● **What to work on**:
Go from the first line below to the one with "position:absolute; left:32px; top:2233px;" and print each line exactly.

--- --- ---

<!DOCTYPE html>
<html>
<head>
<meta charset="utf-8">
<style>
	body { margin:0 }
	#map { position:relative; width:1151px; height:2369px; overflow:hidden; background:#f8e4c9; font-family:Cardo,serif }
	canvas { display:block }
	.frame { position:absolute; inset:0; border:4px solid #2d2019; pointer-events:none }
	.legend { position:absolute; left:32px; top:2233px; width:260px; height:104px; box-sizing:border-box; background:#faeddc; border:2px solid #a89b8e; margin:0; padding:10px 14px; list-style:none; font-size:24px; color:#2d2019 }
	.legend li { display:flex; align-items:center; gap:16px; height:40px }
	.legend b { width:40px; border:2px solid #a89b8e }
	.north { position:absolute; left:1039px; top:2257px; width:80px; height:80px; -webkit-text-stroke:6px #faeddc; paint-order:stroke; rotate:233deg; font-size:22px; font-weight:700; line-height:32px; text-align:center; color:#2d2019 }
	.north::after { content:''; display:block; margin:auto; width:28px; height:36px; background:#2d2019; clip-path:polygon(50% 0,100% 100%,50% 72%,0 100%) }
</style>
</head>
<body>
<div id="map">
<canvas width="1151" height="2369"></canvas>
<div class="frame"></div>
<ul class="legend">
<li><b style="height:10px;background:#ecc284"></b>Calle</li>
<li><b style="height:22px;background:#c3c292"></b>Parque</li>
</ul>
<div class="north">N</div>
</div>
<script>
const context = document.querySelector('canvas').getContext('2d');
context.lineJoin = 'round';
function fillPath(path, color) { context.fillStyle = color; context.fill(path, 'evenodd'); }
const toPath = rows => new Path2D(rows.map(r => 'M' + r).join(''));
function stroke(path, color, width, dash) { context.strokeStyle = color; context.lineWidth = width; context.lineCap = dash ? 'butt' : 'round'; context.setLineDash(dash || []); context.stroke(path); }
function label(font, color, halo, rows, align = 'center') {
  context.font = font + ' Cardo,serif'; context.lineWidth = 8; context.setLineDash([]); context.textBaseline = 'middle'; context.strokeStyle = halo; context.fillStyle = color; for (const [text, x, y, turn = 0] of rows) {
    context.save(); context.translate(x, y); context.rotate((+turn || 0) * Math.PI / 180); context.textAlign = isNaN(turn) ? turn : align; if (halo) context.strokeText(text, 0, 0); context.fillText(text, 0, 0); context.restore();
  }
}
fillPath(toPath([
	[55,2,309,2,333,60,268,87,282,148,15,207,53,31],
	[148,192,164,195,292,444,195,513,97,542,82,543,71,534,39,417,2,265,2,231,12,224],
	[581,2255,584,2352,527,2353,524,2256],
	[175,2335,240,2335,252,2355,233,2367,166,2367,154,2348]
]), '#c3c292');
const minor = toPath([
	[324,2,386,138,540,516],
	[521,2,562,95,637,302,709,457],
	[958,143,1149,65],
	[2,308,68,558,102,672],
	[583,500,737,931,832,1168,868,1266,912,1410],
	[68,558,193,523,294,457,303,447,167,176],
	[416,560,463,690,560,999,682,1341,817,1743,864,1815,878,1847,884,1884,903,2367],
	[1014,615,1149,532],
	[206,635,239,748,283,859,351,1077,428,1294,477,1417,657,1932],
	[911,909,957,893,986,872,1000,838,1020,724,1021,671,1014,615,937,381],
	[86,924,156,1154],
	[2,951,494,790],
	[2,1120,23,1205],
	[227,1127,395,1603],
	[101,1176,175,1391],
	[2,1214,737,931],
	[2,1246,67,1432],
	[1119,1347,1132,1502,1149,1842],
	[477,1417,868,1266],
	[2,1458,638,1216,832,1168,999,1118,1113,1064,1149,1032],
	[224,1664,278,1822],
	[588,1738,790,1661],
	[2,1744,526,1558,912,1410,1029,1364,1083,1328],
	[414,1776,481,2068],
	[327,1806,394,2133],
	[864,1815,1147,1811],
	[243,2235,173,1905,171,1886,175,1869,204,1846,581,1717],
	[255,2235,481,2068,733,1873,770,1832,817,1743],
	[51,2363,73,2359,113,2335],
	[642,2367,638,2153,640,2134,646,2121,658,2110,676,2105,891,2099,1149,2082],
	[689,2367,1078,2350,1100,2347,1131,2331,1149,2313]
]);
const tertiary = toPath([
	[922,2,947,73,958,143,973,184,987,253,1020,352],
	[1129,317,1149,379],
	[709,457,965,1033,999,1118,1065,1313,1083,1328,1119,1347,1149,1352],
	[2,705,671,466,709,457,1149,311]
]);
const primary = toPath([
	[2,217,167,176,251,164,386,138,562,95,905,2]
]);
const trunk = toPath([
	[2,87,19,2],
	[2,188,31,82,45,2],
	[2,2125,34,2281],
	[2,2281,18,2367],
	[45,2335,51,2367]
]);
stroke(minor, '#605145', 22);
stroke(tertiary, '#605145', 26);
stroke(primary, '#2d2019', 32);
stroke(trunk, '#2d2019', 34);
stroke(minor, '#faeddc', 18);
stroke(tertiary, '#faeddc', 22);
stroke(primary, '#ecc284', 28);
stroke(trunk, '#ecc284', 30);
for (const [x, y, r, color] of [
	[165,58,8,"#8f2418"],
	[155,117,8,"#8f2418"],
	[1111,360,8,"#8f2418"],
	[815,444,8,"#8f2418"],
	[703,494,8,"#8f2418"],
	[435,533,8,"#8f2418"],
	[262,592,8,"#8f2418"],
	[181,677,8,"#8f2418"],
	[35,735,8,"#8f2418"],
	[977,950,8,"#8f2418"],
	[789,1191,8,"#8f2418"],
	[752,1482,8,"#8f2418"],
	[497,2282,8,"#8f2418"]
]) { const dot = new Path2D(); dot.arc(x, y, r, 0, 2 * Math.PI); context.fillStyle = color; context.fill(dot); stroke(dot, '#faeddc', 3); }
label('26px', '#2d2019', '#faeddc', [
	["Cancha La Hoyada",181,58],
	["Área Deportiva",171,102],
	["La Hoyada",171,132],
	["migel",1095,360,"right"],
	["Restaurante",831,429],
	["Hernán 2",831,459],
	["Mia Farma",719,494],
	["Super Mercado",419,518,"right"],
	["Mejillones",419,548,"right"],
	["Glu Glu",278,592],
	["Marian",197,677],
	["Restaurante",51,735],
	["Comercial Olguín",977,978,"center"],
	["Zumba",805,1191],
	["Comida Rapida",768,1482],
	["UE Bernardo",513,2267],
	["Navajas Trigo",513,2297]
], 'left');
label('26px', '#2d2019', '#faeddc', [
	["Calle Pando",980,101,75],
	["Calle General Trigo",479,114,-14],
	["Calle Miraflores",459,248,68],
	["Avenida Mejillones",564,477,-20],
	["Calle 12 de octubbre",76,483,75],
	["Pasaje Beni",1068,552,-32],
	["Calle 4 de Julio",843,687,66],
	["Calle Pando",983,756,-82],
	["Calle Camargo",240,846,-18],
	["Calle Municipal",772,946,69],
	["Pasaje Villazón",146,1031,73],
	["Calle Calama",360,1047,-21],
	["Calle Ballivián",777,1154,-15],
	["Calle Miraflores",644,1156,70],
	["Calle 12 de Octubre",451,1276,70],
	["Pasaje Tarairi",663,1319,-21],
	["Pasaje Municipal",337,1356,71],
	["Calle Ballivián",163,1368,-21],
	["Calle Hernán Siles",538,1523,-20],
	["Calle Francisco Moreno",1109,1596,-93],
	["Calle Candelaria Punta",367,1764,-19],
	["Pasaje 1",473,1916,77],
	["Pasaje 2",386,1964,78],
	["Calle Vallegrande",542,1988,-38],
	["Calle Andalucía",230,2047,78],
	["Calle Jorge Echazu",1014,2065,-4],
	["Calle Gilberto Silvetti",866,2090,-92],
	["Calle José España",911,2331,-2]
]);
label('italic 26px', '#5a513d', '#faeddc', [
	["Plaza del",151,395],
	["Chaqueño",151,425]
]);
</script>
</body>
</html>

--- --- ---

● **Result**:
<!DOCTYPE html>
<html>
<head>
<meta charset="utf-8">
<style>
	body { margin:0 }
	#map { position:relative; width:1151px; height:2369px; overflow:hidden; background:#f8e4c9; font-family:Cardo,serif }
	canvas { display:block }
	.frame { position:absolute; inset:0; border:4px solid #2d2019; pointer-events:none }
	.legend { position:absolute; left:32px; top:2233px; width:260px; height:104px; box-sizing:border-box; background:#faeddc; border:2px solid #a89b8e; margin:0; padding:10px 14px; list-style:none; font-size:24px; color:#2d2019 }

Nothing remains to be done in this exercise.